In the case of pressed-on electrodes, for example, the difference between the linear expansion coefficients of the materials of the electrode and the electrode holder results in the deterioration of the mechanical strength of the pressed-on connection and in poor contact between the electrode and the electrode holder each time they are heated. Also the tightness of the water-coolant passages of such electrode assemblies become worse, while the surfaces of the pressed-on connection are constantly subject to natural oxidation which leads to poor electrical and thermal conduction at the joint between the electrode and the electrode holder. In the case of screwed-in electrodes, similar disadvantages are obviously encountered.
Thus, the known electrode assemblies cannot utilize currents that considerably exceed permissible limits. In the case of straight-polarity operating mode, such currents result in low operational effectiveness, while in the case of reverse-polarity operating mode, inadequate heat transfer conditions are observed which do not allow for the use of tungsten electrodes since they are heated to a temperature which is 8 to 10 times that noted in straight-polarity applications.
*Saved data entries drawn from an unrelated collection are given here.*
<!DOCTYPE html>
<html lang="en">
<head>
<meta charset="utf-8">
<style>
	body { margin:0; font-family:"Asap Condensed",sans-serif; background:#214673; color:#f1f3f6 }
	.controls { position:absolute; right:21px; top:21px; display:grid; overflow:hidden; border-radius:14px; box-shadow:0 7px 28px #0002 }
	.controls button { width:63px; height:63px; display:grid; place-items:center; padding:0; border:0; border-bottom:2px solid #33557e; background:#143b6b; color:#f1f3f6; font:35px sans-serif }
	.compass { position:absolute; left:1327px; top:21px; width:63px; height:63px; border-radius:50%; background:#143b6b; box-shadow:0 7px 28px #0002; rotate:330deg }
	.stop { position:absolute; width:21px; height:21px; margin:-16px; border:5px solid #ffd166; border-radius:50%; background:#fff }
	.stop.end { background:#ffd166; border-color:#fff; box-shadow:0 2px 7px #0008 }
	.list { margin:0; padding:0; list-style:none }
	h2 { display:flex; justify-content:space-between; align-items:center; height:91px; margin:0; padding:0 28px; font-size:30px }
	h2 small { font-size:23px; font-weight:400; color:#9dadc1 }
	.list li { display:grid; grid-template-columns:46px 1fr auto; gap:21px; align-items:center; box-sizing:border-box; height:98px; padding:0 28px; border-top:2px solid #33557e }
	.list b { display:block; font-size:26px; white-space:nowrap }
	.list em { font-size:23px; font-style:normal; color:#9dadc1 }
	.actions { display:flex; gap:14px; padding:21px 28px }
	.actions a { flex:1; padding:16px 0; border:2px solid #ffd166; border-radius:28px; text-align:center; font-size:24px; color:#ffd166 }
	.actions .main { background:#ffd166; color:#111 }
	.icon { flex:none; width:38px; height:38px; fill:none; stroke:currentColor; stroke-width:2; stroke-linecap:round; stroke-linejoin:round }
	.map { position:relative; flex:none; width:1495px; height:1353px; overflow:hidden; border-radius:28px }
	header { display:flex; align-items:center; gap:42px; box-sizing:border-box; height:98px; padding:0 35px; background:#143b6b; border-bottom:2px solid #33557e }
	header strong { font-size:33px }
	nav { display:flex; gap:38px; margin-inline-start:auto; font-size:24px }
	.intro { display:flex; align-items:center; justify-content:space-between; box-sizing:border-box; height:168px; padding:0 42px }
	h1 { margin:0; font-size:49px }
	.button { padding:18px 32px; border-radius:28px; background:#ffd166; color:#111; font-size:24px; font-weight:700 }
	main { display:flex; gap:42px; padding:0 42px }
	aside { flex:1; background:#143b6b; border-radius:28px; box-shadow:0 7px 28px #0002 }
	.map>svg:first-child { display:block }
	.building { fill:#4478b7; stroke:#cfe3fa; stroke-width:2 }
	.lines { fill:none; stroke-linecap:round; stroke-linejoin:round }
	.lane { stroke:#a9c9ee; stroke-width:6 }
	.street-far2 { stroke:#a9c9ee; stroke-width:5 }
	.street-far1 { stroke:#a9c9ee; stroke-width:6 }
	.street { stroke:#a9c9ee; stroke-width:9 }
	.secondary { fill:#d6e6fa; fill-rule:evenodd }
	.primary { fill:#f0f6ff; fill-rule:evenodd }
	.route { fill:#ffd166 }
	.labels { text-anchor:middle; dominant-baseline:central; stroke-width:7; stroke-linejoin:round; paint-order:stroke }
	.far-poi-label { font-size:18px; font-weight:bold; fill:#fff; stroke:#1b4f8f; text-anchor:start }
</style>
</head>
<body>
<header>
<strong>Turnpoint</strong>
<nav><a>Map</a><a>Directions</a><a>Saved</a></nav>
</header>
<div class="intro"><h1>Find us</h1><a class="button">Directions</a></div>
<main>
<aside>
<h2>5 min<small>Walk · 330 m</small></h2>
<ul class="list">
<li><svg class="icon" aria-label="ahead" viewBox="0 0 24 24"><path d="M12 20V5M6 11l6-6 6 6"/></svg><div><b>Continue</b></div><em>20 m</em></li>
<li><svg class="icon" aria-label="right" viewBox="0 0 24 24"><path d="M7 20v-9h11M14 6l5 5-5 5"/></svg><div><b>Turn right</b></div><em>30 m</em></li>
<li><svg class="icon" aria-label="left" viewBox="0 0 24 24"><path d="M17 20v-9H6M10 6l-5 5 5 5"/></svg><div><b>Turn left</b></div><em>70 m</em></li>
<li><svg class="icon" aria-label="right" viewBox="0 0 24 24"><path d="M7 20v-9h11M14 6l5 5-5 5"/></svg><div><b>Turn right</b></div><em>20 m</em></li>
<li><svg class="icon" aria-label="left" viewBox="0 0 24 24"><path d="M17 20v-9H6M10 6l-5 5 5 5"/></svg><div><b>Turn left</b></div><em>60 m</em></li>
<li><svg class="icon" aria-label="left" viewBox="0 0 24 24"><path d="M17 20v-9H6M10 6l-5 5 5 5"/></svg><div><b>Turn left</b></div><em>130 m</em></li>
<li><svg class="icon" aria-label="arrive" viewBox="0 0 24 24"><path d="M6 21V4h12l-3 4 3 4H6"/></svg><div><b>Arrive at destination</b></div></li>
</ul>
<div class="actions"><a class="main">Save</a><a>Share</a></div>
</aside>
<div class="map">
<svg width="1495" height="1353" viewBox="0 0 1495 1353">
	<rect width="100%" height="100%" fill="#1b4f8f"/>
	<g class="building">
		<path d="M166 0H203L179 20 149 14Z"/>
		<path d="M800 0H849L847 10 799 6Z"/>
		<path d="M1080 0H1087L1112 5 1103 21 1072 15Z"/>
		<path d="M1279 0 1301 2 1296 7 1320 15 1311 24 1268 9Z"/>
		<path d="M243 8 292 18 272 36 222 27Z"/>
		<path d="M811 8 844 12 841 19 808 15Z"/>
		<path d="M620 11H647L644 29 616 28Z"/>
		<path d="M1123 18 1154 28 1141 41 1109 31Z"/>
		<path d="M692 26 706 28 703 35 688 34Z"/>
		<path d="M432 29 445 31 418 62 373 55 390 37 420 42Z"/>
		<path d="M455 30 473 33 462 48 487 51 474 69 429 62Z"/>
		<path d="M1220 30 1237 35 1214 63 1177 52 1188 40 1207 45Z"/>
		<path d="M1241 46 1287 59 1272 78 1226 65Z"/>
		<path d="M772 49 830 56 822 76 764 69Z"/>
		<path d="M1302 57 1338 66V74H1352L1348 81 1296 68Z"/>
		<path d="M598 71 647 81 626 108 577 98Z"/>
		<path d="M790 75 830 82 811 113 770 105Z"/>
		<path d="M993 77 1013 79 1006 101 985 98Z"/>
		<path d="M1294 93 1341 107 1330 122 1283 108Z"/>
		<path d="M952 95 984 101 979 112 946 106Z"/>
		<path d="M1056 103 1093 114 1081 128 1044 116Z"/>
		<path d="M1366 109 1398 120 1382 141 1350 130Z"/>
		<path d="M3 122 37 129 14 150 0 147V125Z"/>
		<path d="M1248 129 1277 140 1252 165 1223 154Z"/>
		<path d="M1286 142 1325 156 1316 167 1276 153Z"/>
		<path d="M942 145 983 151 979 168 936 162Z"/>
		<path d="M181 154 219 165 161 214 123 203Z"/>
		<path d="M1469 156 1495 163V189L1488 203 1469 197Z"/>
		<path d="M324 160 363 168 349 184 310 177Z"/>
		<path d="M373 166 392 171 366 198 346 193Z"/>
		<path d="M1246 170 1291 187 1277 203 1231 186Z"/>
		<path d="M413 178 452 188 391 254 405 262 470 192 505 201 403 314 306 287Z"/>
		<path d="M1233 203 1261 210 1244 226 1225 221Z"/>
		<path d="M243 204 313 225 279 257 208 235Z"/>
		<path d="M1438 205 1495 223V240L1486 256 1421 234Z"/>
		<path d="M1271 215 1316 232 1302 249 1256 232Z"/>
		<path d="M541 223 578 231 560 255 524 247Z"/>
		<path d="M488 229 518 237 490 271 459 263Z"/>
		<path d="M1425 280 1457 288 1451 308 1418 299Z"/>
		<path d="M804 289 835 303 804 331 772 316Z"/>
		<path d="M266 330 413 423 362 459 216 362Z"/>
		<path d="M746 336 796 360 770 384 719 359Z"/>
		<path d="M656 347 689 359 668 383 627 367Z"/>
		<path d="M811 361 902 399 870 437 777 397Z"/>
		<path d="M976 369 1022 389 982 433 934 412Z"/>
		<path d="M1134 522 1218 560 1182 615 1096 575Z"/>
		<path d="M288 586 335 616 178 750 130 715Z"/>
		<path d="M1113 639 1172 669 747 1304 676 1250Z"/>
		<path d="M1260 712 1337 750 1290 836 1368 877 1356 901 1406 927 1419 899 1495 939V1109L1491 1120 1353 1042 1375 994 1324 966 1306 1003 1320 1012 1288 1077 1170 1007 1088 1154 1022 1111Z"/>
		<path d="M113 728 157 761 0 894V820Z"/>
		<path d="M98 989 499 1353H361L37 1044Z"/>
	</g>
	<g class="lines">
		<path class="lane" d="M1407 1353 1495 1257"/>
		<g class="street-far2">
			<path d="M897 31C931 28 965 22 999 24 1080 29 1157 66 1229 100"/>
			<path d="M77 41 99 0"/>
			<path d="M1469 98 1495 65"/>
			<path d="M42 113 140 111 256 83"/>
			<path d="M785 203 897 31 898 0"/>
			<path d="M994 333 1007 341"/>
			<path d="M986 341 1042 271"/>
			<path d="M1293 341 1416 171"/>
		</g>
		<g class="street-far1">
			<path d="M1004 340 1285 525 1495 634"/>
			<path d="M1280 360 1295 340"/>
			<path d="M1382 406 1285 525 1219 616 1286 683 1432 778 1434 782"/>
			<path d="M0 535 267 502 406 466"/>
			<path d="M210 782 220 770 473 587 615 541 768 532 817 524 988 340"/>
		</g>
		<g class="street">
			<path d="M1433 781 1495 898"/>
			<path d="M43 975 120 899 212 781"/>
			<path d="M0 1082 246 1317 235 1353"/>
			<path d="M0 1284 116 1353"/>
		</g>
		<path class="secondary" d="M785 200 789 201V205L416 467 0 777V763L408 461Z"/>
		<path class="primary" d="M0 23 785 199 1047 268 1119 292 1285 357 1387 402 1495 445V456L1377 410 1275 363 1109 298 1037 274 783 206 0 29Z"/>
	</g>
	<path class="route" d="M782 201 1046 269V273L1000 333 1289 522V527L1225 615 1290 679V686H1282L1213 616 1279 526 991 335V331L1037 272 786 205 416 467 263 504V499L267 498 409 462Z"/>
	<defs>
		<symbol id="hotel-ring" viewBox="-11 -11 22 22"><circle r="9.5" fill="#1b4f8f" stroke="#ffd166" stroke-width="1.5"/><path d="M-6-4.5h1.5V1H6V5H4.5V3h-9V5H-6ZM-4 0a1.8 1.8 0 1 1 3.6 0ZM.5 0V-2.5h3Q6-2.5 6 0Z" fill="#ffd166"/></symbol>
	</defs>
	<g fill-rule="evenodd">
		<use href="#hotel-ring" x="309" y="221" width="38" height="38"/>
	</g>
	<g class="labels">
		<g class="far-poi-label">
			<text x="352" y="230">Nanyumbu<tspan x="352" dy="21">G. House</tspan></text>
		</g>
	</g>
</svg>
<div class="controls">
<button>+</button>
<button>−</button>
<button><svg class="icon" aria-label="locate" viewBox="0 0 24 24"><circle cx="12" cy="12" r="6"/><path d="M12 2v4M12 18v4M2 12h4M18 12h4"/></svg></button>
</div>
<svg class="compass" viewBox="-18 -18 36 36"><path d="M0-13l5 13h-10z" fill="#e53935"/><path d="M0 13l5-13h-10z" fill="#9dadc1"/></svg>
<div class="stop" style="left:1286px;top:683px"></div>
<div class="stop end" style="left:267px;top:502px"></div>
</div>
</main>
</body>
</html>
There is an electrode assembly for plasma-arc torches (cf. British Pat. No. 1,402,199), comprising an electrode holder made of copper or copper alloys and having a butt portion which rigidly secures a tungsten electrode. This attachment is accomplished as follows. The electrode is immersed in the molten metal, for example, copper or a copper alloy, from which the electrode holder is to be made. Prior to immersing the electrode in the molten pool, they are coupled to a d.c. circuit to strike an arc therebetween. An extended contact between tungsten and copper is provided so that the electrode is given a shape which ensures good heat exchange.
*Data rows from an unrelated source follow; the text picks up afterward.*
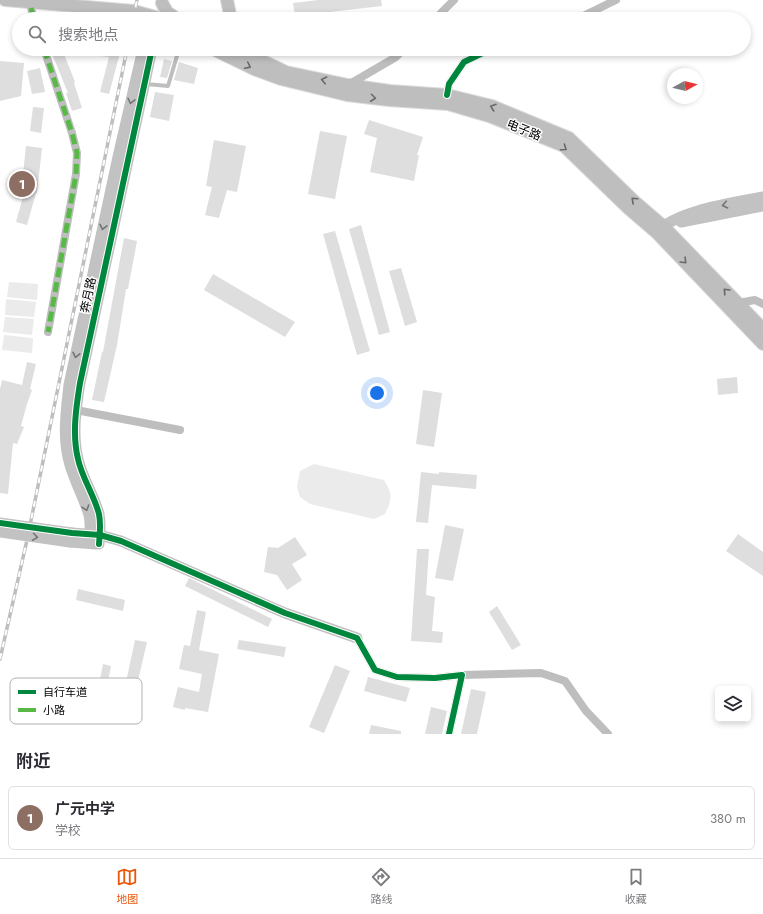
<!DOCTYPE html>
<html lang="zh">
<head>
<meta charset="utf-8">
<style>
  body { margin:0; font-family:Jost,"Noto Sans SC",sans-serif; background:#f2f2f3; color:#2b2b33 }
  .controls { position:absolute; right:12px; bottom:12px; display:grid; overflow:hidden; border-radius:6px; box-shadow:0 2px 6px #0003 }
  .controls button { width:36px; height:36px; display:grid; place-items:center; padding:0; border:0; border-bottom:1px solid #e1e1e2; background:#fff; color:#2b2b33; font:20px sans-serif }
  .compass { position:absolute; left:667px; top:68px; width:36px; height:36px; border-radius:50%; background:#fff; box-shadow:0 2px 6px #0003; rotate:82deg }
  .you { position:absolute; left:377px; top:393px; width:14px; height:14px; margin:-10px; border:3px solid #fff; border-radius:50%; background:#1a73e8; box-shadow:0 0 0 6px #1a73e833 }
  .badge { display:grid; place-items:center; width:26px; height:26px; border-radius:50%; background:#ea580c; color:#fff; font-size:13px; font-weight:700 }
  .pin { position:absolute; translate:-50% -50%; border:2px solid #fff; box-shadow:0 1px 4px #0006 }
  .list { margin:0; padding:0; list-style:none }
  h2 { display:flex; justify-content:space-between; align-items:center; height:52px; margin:0; padding:0 16px; font-size:17px }
  h2 small { font-size:13px; font-weight:400; color:#7c7c81 }
  .list li { display:grid; grid-template-columns:26px 1fr auto; gap:12px; align-items:center; box-sizing:border-box; height:64px; margin:0 8px 8px; padding:0 8px; border:1px solid #e1e1e2; border-radius:6px }
  .list b { display:block; font-size:15px; white-space:nowrap }
  .list p { margin:0; font-size:13px; white-space:nowrap; color:#7c7c81 }
  .list em { font-size:13px; font-style:normal; color:#7c7c81 }
  .icon { flex:none; width:22px; height:22px; fill:none; stroke:currentColor; stroke-width:2; stroke-linecap:round; stroke-linejoin:round }
  .map { position:relative; flex:none; width:763px; height:734px; overflow:hidden }
  .search { position:absolute; background:#fff; box-shadow:0 2px 6px #0003; left:12px; right:12px; top:12px; height:44px; display:flex; align-items:center; gap:10px; box-sizing:border-box; padding:0 14px; border-radius:22px; color:#7c7c81; font-size:15px }
  .sheet { height:124px; background:#fff }
  nav { display:flex; justify-content:space-around; align-items:center; box-sizing:border-box; height:56px; border-top:1px solid #e1e1e2; background:#fff; font-size:11px; color:#7c7c81 }
  nav a { display:grid; justify-items:center; gap:2px }
  nav .on { color:#ea580c }
  .map>svg:first-child { display:block }
  .green { fill:#ebebeb }
  .building { fill:#dedede }
  .lines { fill:none; stroke-linecap:round; stroke-linejoin:round }
  .primary-casing { stroke:#dbdbdb; stroke-width:14 }
  .lane { stroke:#bebebe; stroke-width:4 }
  .street { stroke:#bebebe; stroke-width:8 }
  .secondary { stroke:#c2c2c2; stroke-width:11 }
  .primary { stroke:#bebebe; stroke-width:12 }
  .rail-casing { stroke:#bebebe; stroke-width:3.5 }
  .rail { stroke:#fff; stroke-width:2; stroke-dasharray:6; stroke-linecap:butt }
  .secondary-bridge { stroke:#c2c2c2; stroke-width:11 }
  .quiet { stroke:#58b947; stroke-width:5; stroke-dasharray:10 5; stroke-linecap:butt }
  .cycleway-casing { stroke:#fff; stroke-width:8 }
  .cycleway { stroke:#00873e; stroke-width:6 }
  .oneway { stroke:#686868 }
  .oneway2 { stroke:#747474 }
  .labels { text-anchor:middle; stroke-width:3; stroke-linejoin:round; paint-order:stroke }
  .street-label { font-size:12px; fill:#000; stroke:#fff }
  .key { fill:#fff; stroke:#b2b2b2; stroke-width:1 }
  .key-label { font-size:11px; fill:#000 }
</style>
</head>
<body>
<div class="map">
<svg width="763" height="734" viewBox="0 0 763 734">
  <rect width="100%" height="100%" fill="#fff"/>
  <g class="green">
    <polygon points="9,282 38,284 37,300 7,297"/>
    <polygon points="6,299 36,302 34,317 5,315"/>
    <polygon points="5,317 34,319 32,335 3,332"/>
    <polygon points="4,335 33,338 32,353 2,350"/>
    <path d="M314,464L384,480C393,495 392,499 385,514L374,519L310,504L300,497L297,487L300,471Z"/>
  </g>
  <g class="building">
    <polygon points="318,0 381,0 382,6 295,16 293,3"/>
    <polygon points="50,49 62,49 75,82 74,83 82,108 72,111 66,93 68,93"/>
    <polygon points="75,49 121,49 109,94 100,92 109,57 75,53"/>
    <polygon points="164,59 172,61 167,78 160,77"/>
    <polygon points="0,61 24,63 21,96 0,101"/>
    <polygon points="179,62 198,68 194,84 174,80"/>
    <polygon points="40,68 45,92 32,94 27,71"/>
    <polygon points="155,92 174,95 169,121 150,117"/>
    <polygon points="33,107 44,108 41,133 30,131"/>
    <polygon points="369,120 423,137 417,155 419,155 414,181 370,172 377,138 364,134"/>
    <polygon points="320,131 347,136 335,199 308,194"/>
    <polygon points="214,140 246,146 237,192 227,190 219,218 205,215 212,187 206,186"/>
    <polygon points="26,146 42,148 37,193 36,193 27,225 16,222 24,193 25,174 23,174"/>
    <polygon points="361,225 390,332 379,335 349,229"/>
    <polygon points="335,231 370,351 357,355 323,234"/>
    <polygon points="124,238 137,241 128,289 126,289 117,345 104,402 92,400 102,352 103,352"/>
    <polygon points="401,268 417,322 405,326 389,271"/>
    <polygon points="213,274 295,322 285,337 204,290"/>
    <polygon points="27,362 36,364 30,389 32,390 27,404 21,426 24,427 17,444 13,443 8,494 0,493 0,389 2,380 22,385"/>
    <polygon points="737,377 738,393 718,395 717,379"/>
    <polygon points="423,390 442,393 434,447 416,444"/>
    <polygon points="421,472 439,474 439,472 477,475 476,489 432,485 428,523 416,522"/>
    <polygon points="445,525 464,529 453,581 435,578"/>
    <polygon points="738,534 763,552 763,576 726,551"/>
    <polygon points="295,537 307,555 292,564 302,580 287,590 277,575 264,572 268,547 278,548"/>
    <polygon points="417,549 429,549 426,595 435,597 432,631 443,632 442,643 411,641"/>
    <polygon points="189,578 272,619 268,627 185,586"/>
    <polygon points="78,589 125,600 123,611 76,600"/>
    <polygon points="497,606 521,645 512,650 489,612"/>
    <polygon points="197,610 206,612 199,650 219,654 208,712 185,708 185,710 173,707 178,687 199,692 202,674 179,669 184,645 190,646"/>
    <polygon points="135,640 147,642 137,685 126,682"/>
    <polygon points="239,640 286,647 284,657 237,649"/>
    <polygon points="103,664 111,666 105,696 97,694"/>
    <polygon points="335,665 350,671 324,733 309,727"/>
    <polygon points="368,677 410,688 406,702 364,691"/>
    <polygon points="471,689 486,692 477,734 461,734"/>
    <polygon points="431,707 447,711 442,734 425,734"/>
    <polygon points="371,725 401,731 401,734 369,734"/>
  </g>
  <g class="lines">
    <defs>
      <g id="primary">
        <polyline points="5,0 134,11 162,19"/>
        <polyline points="227,0 231,19"/>
        <polyline points="162,3 167,12 177,19"/>
        <polyline points="213,49 254,69 281,79 347,95 389,100 448,104 489,116 564,146 628,208 657,233 763,344"/>
        <polyline points="243,49 246,53 286,72 348,85 390,91 447,95 492,106 569,138 634,201 663,226 763,329"/>
      </g>
    </defs>
    <use href="#primary" class="primary-casing"/>
    <polyline class="lane" points="146,84 168,86 179,49"/>
    <g class="street">
      <polyline points="31,8 34,19"/>
      <polyline points="435,19 454,0"/>
      <polyline points="577,19 616,0"/>
      <polyline points="44,49 72,133 77,153 76,174 48,332"/>
      <polyline points="348,85 396,57 404,49"/>
      <polyline points="447,95 449,84 464,62 491,49"/>
      <polyline points="738,303 755,300 763,304"/>
      <polyline points="76,410 180,430"/>
      <polyline points="357,638 375,670 397,677 435,678 462,675 449,734"/>
      <polyline points="462,675 541,673 565,681 586,711 608,734"/>
    </g>
    <g class="secondary">
      <polyline points="681,222 763,206"/>
      <path d="M657,232C677,210 734,203 763,197"/>
      <polyline points="72,533 100,535 121,541 285,613 357,638"/>
      <polyline points="70,542 96,544"/>
      <path d="M90,543C90,533 91,524 89,515C84,498 75,482 70,465C62,439 66,412 69,385L118,157L143,49"/>
      <path d="M99,544C100,534 101,524 99,514C94,495 82,478 78,459C72,434 76,408 80,383L152,49"/>
    </g>
    <use href="#primary" class="primary"/>
    <defs>
      <g id="rail">
        <polyline points="133,19 137,0"/>
        <polyline points="0,659 27,540 127,49"/>
      </g>
    </defs>
    <use href="#rail" class="rail-casing"/>
    <use href="#rail" class="rail"/>
    <g class="secondary-bridge">
      <polyline points="0,523 72,533"/>
      <polyline points="0,532 70,542"/>
    </g>
    <g class="quiet">
      <polyline points="31,8 34,19"/>
      <polyline points="44,49 72,133 77,153 76,174 48,332"/>
    </g>
    <defs>
      <g id="cycleway">
        <polyline points="447,95 449,84 464,62 491,49"/>
        <polyline points="0,523 72,533 100,535 121,541 285,613 357,638 375,670 397,677 435,678 462,675 449,734"/>
        <path d="M99,544C100,534 101,524 99,514C94,495 82,478 78,459C72,434 76,408 80,383L152,49"/>
      </g>
    </defs>
    <use href="#cycleway" class="cycleway-casing"/>
    <use href="#cycleway" class="cycleway"/>
  </g>
  <defs><path id="oneway-chevron" d="M-2-3.5L2.5 0L-2 3.5" fill="none" stroke-width="1.6" stroke-linecap="round" stroke-linejoin="round"/></defs>
  <g class="oneway">
    <use href="#oneway-chevron" transform="translate(248 66) rotate(26)"/>
    <use href="#oneway-chevron" transform="translate(324 80) rotate(-168)"/>
    <use href="#oneway-chevron" transform="translate(373 98) rotate(7)"/>
    <use href="#oneway-chevron" transform="translate(493 107) rotate(-161)"/>
    <use href="#oneway-chevron" transform="translate(564 148) rotate(35)"/>
    <use href="#oneway-chevron" transform="translate(634 200) rotate(-137)"/>
    <use href="#oneway-chevron" transform="translate(684 261) rotate(46)"/>
    <use href="#oneway-chevron" transform="translate(726 291) rotate(-134)"/>
  </g>
  <g class="oneway2">
    <use href="#oneway-chevron" transform="translate(131 101) rotate(103)"/>
    <use href="#oneway-chevron" transform="translate(725 205) rotate(168)"/>
    <use href="#oneway-chevron" transform="translate(103 227) rotate(102)"/>
    <use href="#oneway-chevron" transform="translate(76 355) rotate(102)"/>
    <use href="#oneway-chevron" transform="translate(86 508) rotate(71)"/>
    <use href="#oneway-chevron" transform="translate(35 537) rotate(8)"/>
  </g>
  <g class="labels">
    <g class="street-label">
      <text transform="translate(524 130) rotate(22)" y="4">电子路</text>
      <text transform="translate(88 295) rotate(-78)" y="4">奔月路</text>
    </g>
  </g>
  <rect x="10" y="678" width="132" height="46" rx="6" class="key"/>
  <rect x="18" y="690" width="18" height="4" fill="#00873e"/>
  <rect x="18" y="708" width="18" height="4" fill="#58b947"/>
  <g class="key-label">
    <text x="43" y="696">自行车道</text>
    <text x="43" y="714">小路</text>
  </g>
</svg>
<div class="controls">
<button><svg class="icon" aria-label="layers" viewBox="0 0 24 24"><path d="M12 4l9 5-9 5-9-5zM3 14l9 5 9-5"/></svg></button>
</div>
<svg class="compass" viewBox="-18 -18 36 36"><path d="M0-13l5 13h-10z" fill="#e53935"/><path d="M0 13l5-13h-10z" fill="#7c7c81"/></svg>
<div class="you"></div>
<div class="pin badge" style="left:22px;top:184px;background:#8d6e63">1</div>
<div class="search"><svg class="icon" aria-label="search" viewBox="0 0 24 24"><circle cx="10" cy="10" r="6"/><path d="M15 15l6 6"/></svg>搜索地点</div>
</div>
<section class="sheet">
<h2>附近<small></small></h2>
<ul class="list">
<li><span class="badge" style="background:#8d6e63">1</span><div><b>广元中学</b><p>学校</p></div><em>380 m</em></li>
</ul>
</section>
<nav>
<a class="on"><svg class="icon" aria-label="map" viewBox="0 0 24 24"><path d="M3 6l6-2 6 2 6-2v14l-6 2-6-2-6 2zM9 4v14M15 6v14"/></svg>地图</a>
<a><svg class="icon" aria-label="directions" viewBox="0 0 24 24"><path d="M12 3l9 9-9 9-9-9zM9 14v-3h6M13 9l2 2-2 2"/></svg>路线</a>
<a><svg class="icon" aria-label="saved" viewBox="0 0 24 24"><path d="M7 4h10v16l-5-4-5 4z"/></svg>收藏</a>
</nav>
</body>
</html>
However, the mechanical strength of the joint between the electrode and the electrode holder is insufficient in the presence of high electrical and thermal loads. Since tungsten is insoluble in the molten copper (cf. M. Hansen, Constitution of Binary Alloys, Second Edition prepared with the cooperation of Kurt Anderko, McGraw-Hill Book Company, Inc., New York-Toronto-London, 1958, p. 649) there is no bonding at the joint between the electrode and the electrode holder. In operation, the electrode assembly is subject to considerable thermal shocks causing the extension of the metals from which the electrode and the electrode holder are made. Due to the difference between the linear extension coefficients of copper and tungsten, their joint is destroyed so that clearances appear, the metals oxidize and electrical and thermal conduction deteriorate, which leads to further destruction of the joint. As a result, the actual life of the electrode assembly is reduced. When plasma-arc torches are used for metal cutting and when a limited number of switching-ons (say, 20) is employed, the above-described disadvantages do not considerably affect the actual life of the electrode assembly. In the case of metal-melting applications, however, plasma-arc torches may operate 1000 hours and more, which requires that the metals of the electrode and the electrode holder be jointed reliably.